それはそうとして(?)、孝治を注目している面々の中での筆頭は、やはり美奈子であった。
「こないして見てみれば、孝治はんもえろうかいらしいもんでんなぁ♡ その橙{だいだい}色した水着はん、ほんまのいっちょーらみたいなもんでっせ☀」
「ま、まあ……ベタ褒めしてくれるんはええっちゃけどねぇ⛑」
孝治は顔面から火が噴き出すような思いになりつつ、一応褒めてくれた美奈子に言葉を返してみた。
「美奈子さんは水着にならんとですか? 言い出しっぺのくせに見れば美奈子さんだけ、いつもの黒い格好なんやけど♐」
「そうっちゃねぇ☛ 正直言うて、太平洋の航海にいっちょも合わんような気が、わたしもするっちゃけどぉ☁」
孝治に続いて友美も指摘をするとおり、この場での美奈子は、思いっきりに浮いていた。なにしろ周りの面々――千秋と千夏は紺色のスクール水着。でもって秋恵は秋恵で、孝治と同じビキニスタイルながら、こちらはピンク一色の水着姿となっているのだから。
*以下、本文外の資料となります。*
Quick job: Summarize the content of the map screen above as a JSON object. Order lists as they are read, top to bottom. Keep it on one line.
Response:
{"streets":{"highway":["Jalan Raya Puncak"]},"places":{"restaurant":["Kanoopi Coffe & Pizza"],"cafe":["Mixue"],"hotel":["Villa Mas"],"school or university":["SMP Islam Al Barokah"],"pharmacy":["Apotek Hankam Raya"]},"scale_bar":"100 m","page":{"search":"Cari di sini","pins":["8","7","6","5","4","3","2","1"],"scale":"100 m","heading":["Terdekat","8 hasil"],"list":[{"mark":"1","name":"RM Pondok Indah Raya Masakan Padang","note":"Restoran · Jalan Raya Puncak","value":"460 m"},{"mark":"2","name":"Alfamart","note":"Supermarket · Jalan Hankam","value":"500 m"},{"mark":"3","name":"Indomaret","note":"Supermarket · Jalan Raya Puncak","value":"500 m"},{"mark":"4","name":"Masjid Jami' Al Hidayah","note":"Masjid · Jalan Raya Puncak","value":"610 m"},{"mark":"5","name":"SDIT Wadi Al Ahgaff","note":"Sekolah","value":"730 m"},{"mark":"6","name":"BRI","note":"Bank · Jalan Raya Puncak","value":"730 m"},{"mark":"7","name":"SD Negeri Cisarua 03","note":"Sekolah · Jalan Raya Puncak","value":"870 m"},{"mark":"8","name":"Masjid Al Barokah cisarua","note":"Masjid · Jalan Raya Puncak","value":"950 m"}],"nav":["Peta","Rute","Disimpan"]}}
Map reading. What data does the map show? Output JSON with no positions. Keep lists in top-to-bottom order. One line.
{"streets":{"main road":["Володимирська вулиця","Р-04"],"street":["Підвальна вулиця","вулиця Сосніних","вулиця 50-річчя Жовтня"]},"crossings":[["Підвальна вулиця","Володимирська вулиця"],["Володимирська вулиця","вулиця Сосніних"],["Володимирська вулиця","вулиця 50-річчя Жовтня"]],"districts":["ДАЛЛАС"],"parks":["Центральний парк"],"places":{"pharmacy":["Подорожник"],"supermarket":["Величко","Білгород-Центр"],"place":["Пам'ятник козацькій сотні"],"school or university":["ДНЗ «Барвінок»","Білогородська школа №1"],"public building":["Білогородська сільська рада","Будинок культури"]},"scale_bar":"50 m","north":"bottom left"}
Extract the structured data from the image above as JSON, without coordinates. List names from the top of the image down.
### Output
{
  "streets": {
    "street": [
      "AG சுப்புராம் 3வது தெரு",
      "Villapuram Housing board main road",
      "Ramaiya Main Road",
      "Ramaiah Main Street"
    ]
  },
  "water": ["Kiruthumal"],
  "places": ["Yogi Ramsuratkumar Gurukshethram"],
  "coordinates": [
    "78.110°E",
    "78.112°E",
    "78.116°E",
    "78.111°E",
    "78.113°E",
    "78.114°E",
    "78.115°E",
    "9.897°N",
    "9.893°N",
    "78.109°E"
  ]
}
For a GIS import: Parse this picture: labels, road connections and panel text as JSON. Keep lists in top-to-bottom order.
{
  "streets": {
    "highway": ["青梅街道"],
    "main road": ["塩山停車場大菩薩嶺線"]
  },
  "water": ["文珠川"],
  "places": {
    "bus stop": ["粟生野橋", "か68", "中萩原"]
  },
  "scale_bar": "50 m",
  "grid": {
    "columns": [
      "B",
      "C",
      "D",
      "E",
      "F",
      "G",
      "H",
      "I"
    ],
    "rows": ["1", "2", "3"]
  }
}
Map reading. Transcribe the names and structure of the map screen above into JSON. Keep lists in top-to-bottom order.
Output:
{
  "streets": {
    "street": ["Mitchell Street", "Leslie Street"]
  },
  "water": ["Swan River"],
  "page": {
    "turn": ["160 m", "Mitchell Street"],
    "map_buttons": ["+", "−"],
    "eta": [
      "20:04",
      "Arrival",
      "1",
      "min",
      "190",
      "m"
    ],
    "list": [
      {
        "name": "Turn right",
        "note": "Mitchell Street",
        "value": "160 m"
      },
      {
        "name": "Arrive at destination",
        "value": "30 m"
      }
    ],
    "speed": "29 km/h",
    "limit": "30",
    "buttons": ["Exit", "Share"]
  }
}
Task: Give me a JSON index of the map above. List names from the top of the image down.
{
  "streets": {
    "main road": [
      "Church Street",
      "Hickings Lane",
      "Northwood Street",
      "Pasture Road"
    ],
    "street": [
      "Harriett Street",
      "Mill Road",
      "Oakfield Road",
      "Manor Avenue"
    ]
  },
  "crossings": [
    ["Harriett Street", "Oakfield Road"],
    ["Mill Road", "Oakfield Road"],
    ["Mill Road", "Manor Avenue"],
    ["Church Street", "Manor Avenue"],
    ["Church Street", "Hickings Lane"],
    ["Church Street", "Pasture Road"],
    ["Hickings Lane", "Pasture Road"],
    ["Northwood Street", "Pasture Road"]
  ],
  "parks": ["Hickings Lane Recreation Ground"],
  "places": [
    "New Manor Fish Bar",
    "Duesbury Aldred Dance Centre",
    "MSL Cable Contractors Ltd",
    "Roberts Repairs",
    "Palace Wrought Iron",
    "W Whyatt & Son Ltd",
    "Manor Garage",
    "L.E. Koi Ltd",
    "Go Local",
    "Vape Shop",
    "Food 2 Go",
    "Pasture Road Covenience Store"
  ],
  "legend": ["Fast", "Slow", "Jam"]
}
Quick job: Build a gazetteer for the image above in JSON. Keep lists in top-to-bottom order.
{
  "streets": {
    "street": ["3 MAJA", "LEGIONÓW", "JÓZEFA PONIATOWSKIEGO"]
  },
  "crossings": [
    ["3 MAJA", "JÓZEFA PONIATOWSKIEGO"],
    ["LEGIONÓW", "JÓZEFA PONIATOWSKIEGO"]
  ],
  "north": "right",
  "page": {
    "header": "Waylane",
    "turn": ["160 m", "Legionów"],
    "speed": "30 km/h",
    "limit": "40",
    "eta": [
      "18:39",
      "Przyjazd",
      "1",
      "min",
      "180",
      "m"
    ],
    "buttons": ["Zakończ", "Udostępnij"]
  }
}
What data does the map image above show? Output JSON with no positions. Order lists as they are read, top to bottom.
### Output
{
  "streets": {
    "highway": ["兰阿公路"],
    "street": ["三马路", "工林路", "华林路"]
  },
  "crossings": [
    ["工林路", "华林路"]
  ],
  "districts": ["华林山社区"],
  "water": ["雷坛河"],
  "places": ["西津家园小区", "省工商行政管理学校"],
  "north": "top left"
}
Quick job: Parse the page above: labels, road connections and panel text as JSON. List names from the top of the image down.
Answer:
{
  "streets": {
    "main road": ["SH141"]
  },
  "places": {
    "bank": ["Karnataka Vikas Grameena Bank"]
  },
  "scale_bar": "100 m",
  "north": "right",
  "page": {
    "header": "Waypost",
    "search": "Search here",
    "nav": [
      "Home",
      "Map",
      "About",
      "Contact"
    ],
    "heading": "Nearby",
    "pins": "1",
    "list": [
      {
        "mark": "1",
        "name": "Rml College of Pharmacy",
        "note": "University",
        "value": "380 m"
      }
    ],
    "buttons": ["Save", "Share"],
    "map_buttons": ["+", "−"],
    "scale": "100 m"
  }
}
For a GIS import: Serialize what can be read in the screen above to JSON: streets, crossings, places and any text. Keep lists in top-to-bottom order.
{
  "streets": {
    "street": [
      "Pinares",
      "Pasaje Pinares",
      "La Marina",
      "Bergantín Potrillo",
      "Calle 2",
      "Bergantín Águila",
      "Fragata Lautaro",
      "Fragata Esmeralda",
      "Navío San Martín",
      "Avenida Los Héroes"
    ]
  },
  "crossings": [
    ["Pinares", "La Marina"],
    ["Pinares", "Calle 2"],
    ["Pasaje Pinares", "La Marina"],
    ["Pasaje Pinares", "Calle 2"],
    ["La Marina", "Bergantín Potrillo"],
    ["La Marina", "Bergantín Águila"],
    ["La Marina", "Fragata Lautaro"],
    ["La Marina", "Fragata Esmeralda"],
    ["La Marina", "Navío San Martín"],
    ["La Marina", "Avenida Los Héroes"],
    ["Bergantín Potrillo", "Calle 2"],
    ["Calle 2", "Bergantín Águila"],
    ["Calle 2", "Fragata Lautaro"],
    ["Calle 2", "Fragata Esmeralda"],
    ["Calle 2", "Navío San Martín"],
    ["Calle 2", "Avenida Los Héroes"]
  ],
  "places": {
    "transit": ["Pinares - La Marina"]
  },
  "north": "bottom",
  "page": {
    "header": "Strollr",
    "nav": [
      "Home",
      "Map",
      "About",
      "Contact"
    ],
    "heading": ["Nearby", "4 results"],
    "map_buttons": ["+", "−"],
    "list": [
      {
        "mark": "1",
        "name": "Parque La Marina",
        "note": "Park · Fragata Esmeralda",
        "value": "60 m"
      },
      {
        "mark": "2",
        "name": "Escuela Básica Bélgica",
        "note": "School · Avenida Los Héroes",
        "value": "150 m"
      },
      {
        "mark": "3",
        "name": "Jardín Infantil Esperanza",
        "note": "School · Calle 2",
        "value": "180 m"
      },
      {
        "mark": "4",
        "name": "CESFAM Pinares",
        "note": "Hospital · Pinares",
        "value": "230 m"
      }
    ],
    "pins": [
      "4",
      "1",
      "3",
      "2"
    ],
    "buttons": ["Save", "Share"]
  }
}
これでは孝治のビキニ姿など、ここではまったくの通常である。それなのに美奈子のみ、いつもの魔術師風黒衣姿でいるのだ。あるいはアラブの女性風とも言えたりして。
ここでなぜか、秋恵が教えてくれた。なんだか美奈子の代理のような役回りでもって。
「実は美奈子先生は、あとでとっておきの水着ば着るらしいですよ✌ それまであたしにも教えてくれん気ばってんねぇ☻」
「とっておきけぇ……♋」
孝治は初め、秋恵の言葉の意味するところがわからなかった。しかしそれがのちに判明したとき、孝治は大いにたまげる事態となる。
第一章で記述してあるとおりに。
その美奈子が自分の今の格好は棚に上げて、ますます孝治のビキニに興味を募らせている感じがありあり。
「ちょっと孝治はん、そのかいらしい水着について、ちぃっとばかし見せてくれはらしまへんやろっか? ちょっとかってくるだけでよろしゅうおま、なんやさかいに☺」
「うわっち? どゆこと?」
やはりここでも意味のわからない、美奈子の急な申し出だった。ところがその真意は、すぐに判明した。
「少々おかってさせてもらいまっせぇ☞」
「うわっち!」
美奈子が右手の指を、パチンと鳴らした。とたんに孝治のビキニのブラジャー――その胸のうしろの紐が自動的にほどけて、勝手に前へピュンと飛び出したのだ。
「うわっちぃーーっ!」
ビキニのブラジャーは宙をまっすぐ前に飛んで、それを美奈子が、右手でしっかりと受け止めた。これにて孝治はいきなりで、いわゆるトップレス状態となったわけ。
「うわっち! うわっち! 美奈子さん、それば早よ返しちゃってやぁ!」
孝治は大声で叫んだのだが、美奈子はまるで知らんぷり。孝治から魔術ではぎ取ったビキニの裏表を丹念に――さらにおもしろそうに両手で持って眺め回した。
「ほほう、なかなかのサイズでおまんのやなぁ☻」
「やっぱ孝治のっち、大きいっちゃねぇ♋♨」
案の定で友美からも突っ込まれた。少々の悪意を感じさせながらで。